No meio do escândalo brasileiro, o ministro da Educação, Aloizio Mercadante, teve uma atitude muito criticada pelos cientistas brasileiros: disse que uma pessoa “condenada por terrorismo” deveria ter sido impedida de entrar no país e avisou que o governo iria averiguar seu status legal no Brasil.  Foi aí que o argelino, sentindo-se injustiçado, avisou aos colegas que deixaria o país e procuraria algum outro lugar para trabalhar e viver em paz, sem humilhações. Mas ele ainda não sabe que lugar seria este. Inconformado, o diretor do Centro Brasileiro de Pesquísas Físicas, Ronald Shellard, acredita que vai convencê-lo a ficar. “Não há nada que justifique uma expulsão. Espero que o governo ofereça a ele, que é um cientista brilhante, a oportunidade de ficar pelo menos mais um ano no Brasil”, comentou. “O fato de ele ser muçulmano é uma vantagem. Enriquece o nosso ambiente científico”, opinou.

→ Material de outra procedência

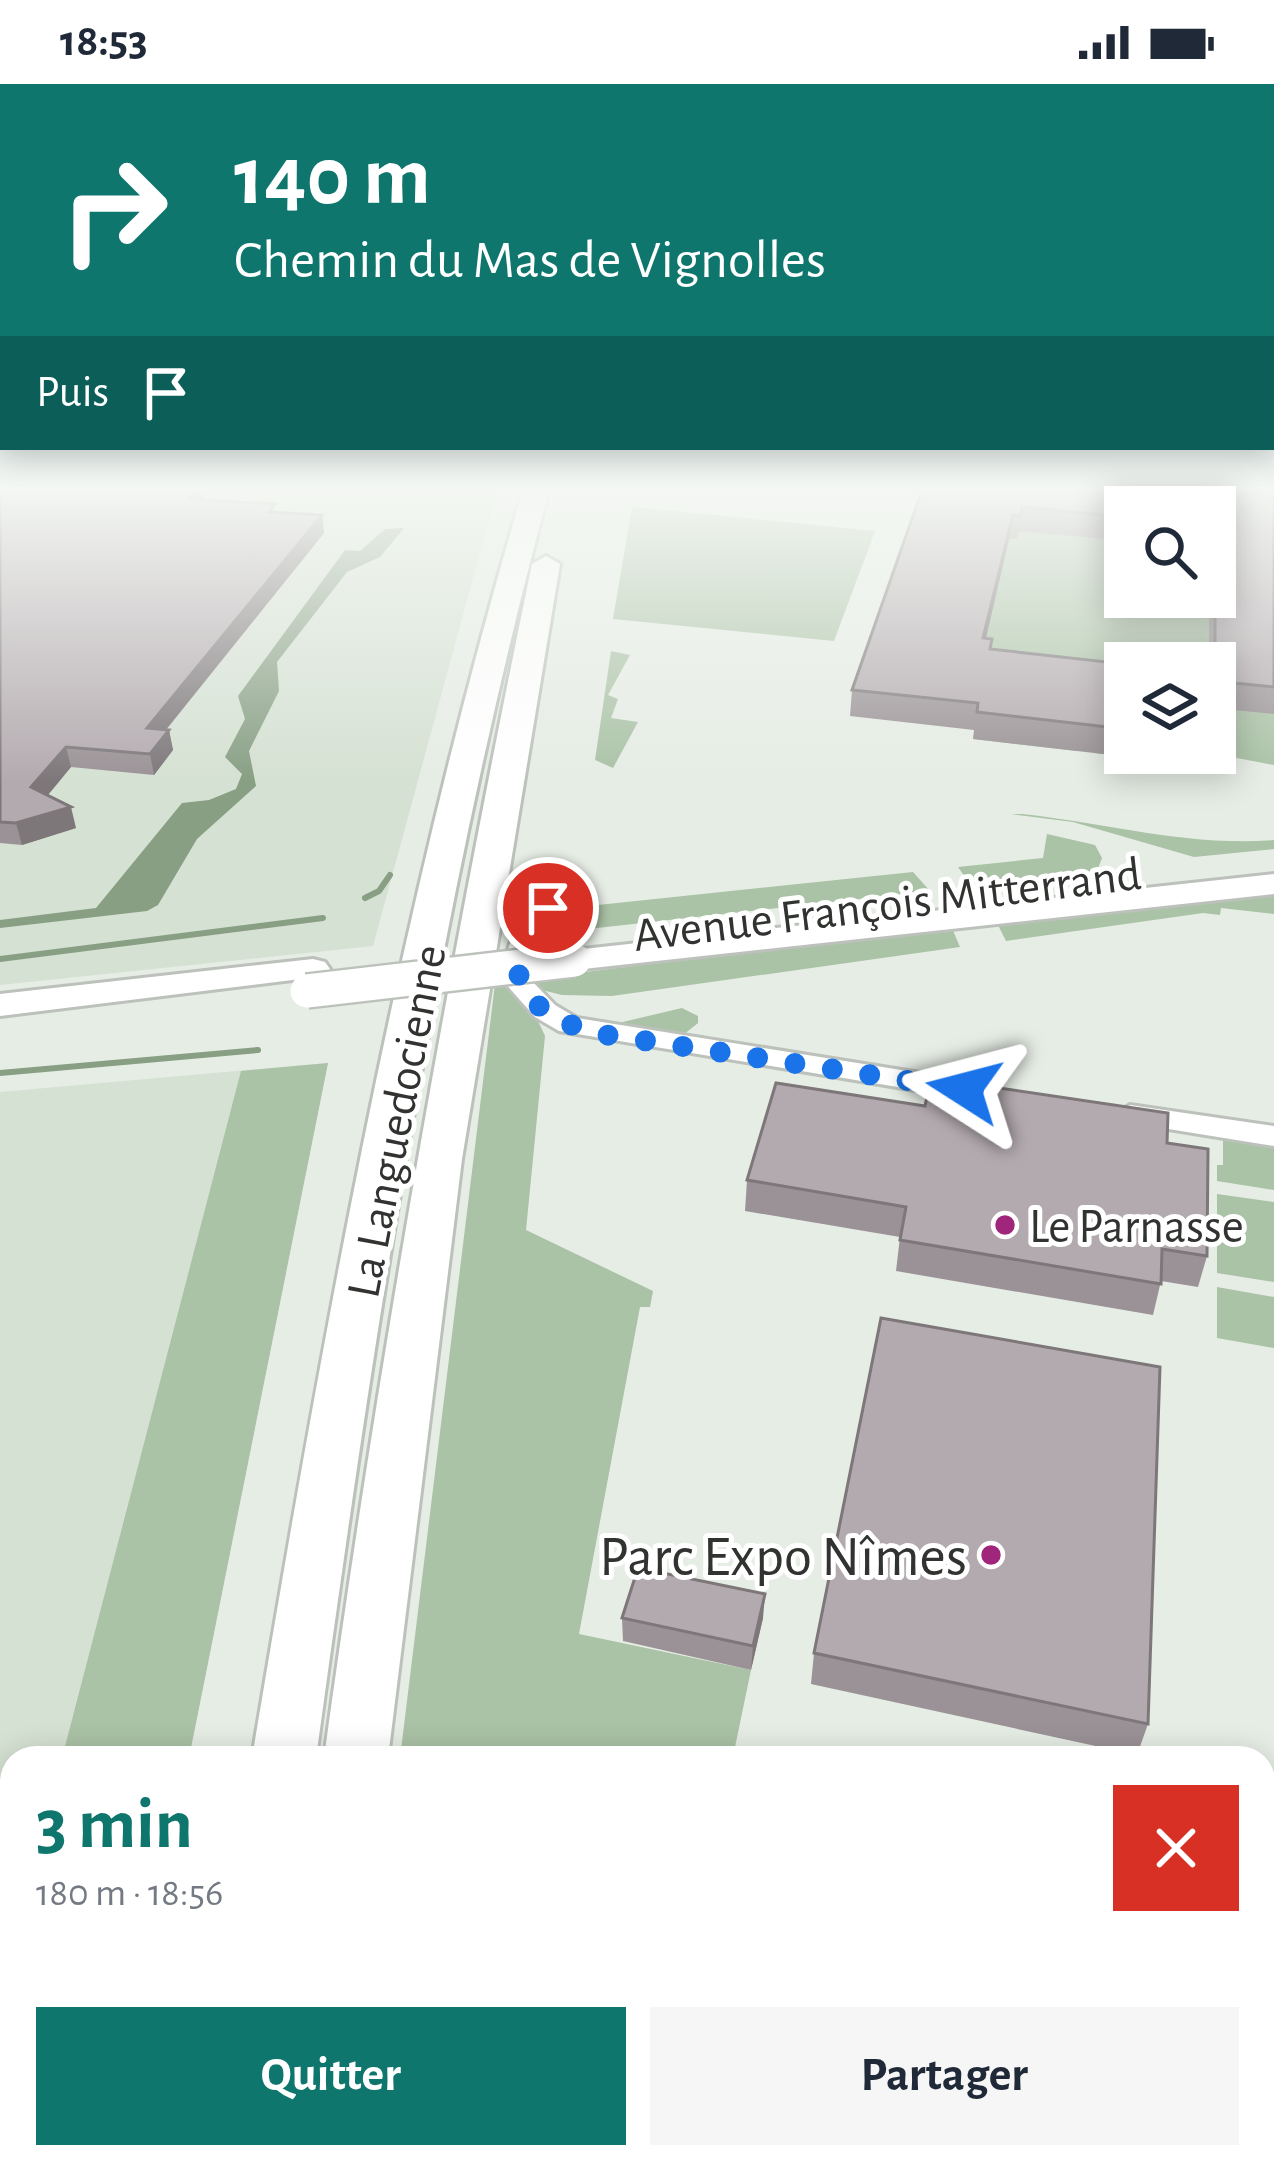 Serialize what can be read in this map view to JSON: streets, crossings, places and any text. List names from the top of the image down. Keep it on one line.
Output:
{"streets":{"highway":["La Languedocienne"],"main road":["Avenue François Mitterrand"]},"places":["Le Parnasse","Parc Expo Nîmes"],"page":{"status":"18:53","turn":["140 m","Chemin du Mas de Vignolles"],"then":"Puis","heading":["3 min","180 m · 18:56"],"buttons":["Quitter","Partager"]}}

Na prisão, eles me avisaram que eu nunca mais voltaria a ser cientista. Eles me falaram que como argelino eu teria que vender legumes na rua

Adlène Hicheur
Cientista franco-argelino e professor da UFRJ

O advogado criminal Hugo Leonardo, diretor do Instituto de Defesa do Direito de Defesa, explicou que quem já cumpriu pena tem o direito ao esquecimento do passado. Leonardo afirmou que esta garantia constitucional possibilita ao ex-condenado, inclusive estrangeiro, “a retomada de sua vida de forma digna e plena”, sem referir-se ao caso de Hicheur, que não acompanhou de perto. Uma petição online, da organização Avaaz, pede a garantia dos direitos civis do físico argelino.

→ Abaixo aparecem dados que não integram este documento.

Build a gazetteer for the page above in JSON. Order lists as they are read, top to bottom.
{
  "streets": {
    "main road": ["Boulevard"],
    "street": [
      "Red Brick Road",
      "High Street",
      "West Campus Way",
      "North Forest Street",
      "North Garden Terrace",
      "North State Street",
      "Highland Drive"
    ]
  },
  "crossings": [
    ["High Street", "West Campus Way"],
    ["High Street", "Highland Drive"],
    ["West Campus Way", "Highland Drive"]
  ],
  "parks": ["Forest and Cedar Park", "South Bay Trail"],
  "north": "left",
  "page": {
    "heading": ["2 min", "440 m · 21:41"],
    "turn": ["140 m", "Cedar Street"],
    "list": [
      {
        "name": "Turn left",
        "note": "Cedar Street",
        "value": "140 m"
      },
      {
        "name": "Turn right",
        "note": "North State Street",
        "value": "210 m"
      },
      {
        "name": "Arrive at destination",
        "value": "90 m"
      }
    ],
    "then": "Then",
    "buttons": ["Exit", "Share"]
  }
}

“Hicheur já pagou alto preço por sua correspondência online. Ele nunca cometeu, direta ou indiretamente, qualquer ato terrorista ou criminoso, cumpriu sua sentença e estava trabalhando pacificamente no Brasil”, diz um e-mail, assinado por alguns dos mais proeminentes físicos europeus. Entre eles, John Ellis, do CERN e professor de Física Teórica do King’s College (Londres), agraciado, em 2012, com a Ordem do Império Britânico por seus serviços em favor da Ciência e da Tecnologia. “O artigo publicado pela revista Época [“Um terrorista no Brasil”] não está baseado em fatos e é inconsistente com a aberta tradição humanitária do Brasil”, disseram os cientistas europeus.

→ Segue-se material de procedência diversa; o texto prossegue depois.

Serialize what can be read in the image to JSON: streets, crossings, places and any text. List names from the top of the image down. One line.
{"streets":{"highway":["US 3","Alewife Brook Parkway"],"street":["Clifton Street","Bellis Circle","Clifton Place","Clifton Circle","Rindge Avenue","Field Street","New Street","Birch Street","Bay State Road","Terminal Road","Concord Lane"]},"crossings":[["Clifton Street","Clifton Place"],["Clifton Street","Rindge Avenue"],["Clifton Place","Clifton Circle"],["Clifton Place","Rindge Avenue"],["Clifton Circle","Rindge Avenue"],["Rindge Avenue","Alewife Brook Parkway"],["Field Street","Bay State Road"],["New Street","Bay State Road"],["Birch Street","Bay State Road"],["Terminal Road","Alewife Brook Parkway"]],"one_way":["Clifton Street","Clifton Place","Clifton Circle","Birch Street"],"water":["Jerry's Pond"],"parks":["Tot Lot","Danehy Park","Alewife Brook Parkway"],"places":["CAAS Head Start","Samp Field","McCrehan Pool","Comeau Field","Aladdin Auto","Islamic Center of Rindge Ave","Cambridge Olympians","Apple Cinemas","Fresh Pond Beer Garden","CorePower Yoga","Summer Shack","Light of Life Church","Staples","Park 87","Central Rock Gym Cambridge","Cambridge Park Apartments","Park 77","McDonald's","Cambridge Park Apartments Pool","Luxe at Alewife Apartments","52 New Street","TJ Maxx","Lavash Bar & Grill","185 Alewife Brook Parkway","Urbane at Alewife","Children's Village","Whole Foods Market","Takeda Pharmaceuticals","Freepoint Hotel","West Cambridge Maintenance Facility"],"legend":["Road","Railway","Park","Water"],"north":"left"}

Adlène Hicheur, hoje com 39 anos, achava que tinha encontrado paz no Brasil. Ele quebrava a rotina de trabalho com suas preces na Mesquita da Luz, na Tijuca, e com suas caminhadas na Floresta da Tijuca, em Petrópolis e Teresópolis que lhe traziam a lembrança de Setif, sua montanhosa cidade natal na Argélia.  Caçado por jornalistas dentro de sua própria sala na UFRJ, a universidade decidiu poupá-lo de dar aulas e deixou-o concentrado nas pesquisas. O jornal francês “20 Minutes”, ao repercutir o caso, na semana passada, disse que ele foi tragado por uma “máquina midiática-política”.

No momento ele tenta ignorar esta “máquina” e prepara um segundo artigo sobre a mesma partícula subatômica rara “Bc”. Os colegas contam que ele está entusiasmado com a possibilidade de encontrar um sinal desta partícula. “Eu sou um cientista e vou continuar sendo um cientista”, avisou.

 


Escrito por Florência Costa

Jornalista freelancer, especializada em cobertura internacional e política, foi correspondente na Rússia pelo Jornal do Brasil e serviço brasileiro da rádio BBC. Em 2006 mudou-se para a Índia para ser correspondente do jornal O Globo É autora do livro “Os Indianos”.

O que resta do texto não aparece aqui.